The United States of
Wal-Mart by John Dicker
(Penguin), 272 pages, $18 paper. Rating:
NNN Rating: NNN



buy this at amazon.ca!

Think of Wal-Mart and the image of a giant black hole sucking all smaller stores into oblivion by the sheer gravitational pull of its size and cheap prices comes to mind.

Now that America’s almost fully Wal-Martinized, the monster that Sam Walton built is well on its way to devouring the rest of the world, including China.

Walton, the retailer’s deceased patriarch, understood the way to success: undercut the competition, reduce the cost of doing business and always be folksy and smile.

Wal-Mart is a multinational with a living nervous system linking every one of its thousands of stores to its “brain” in Bentonville, Arkansas. Somebody in the Deep South knows every time a pair of underpants is sold in a Toronto Wal-Mart. This information keeps the merchandise on the shelf and the money pouring in.

Dicker does a good job of recounting the many Wal-Mart/union battles waged over the years, including the one in Jonquiere, Quebec. (A new one’s brewing in Guelph.) In Jonquiere, the company closed the store rather than deal with a certified union.

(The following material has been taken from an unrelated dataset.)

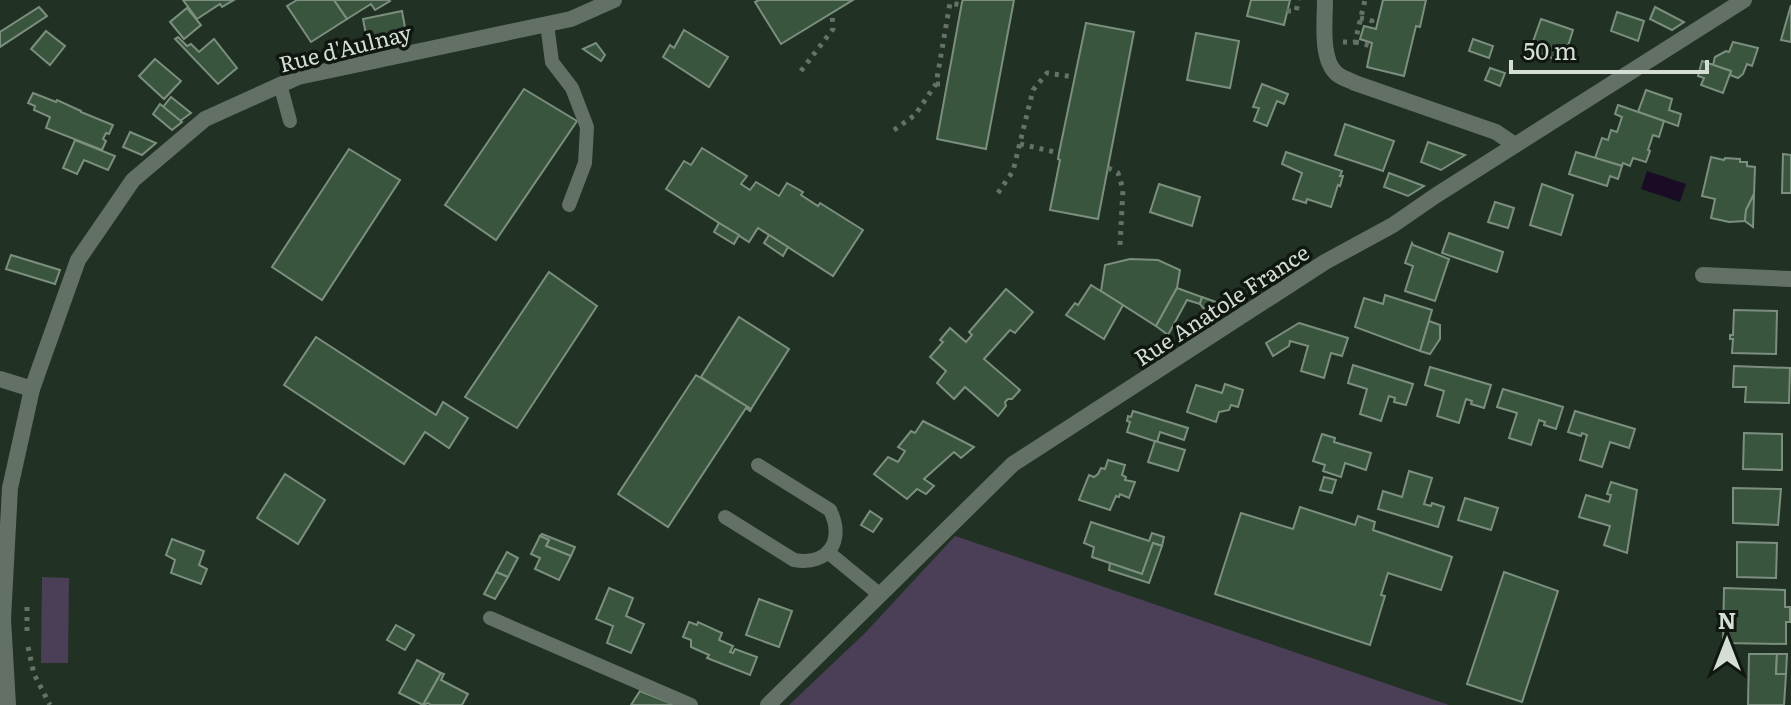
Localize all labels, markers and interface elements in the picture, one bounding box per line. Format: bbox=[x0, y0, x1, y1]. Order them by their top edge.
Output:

For Wal-Mart, the union is an alien bacillus invading the corporate family. Never mind that the chain has a staff turnover rate that approaches 50 per cent a year. Or that an incredible number of its “associates” in the U.S. need public assistance to help them survive. Or that its female employees have launched the biggest class action discrimination case ever.

The sins of Wal-Mart are many, and Dicker enumerates them all. But much of the interesting information could be explored in more depth. Facts and anecdotes appear and disappear, barely leaving an imprint.

If you want to buy this book, I doubt you’ll be able to get it at your local Wal-Mart.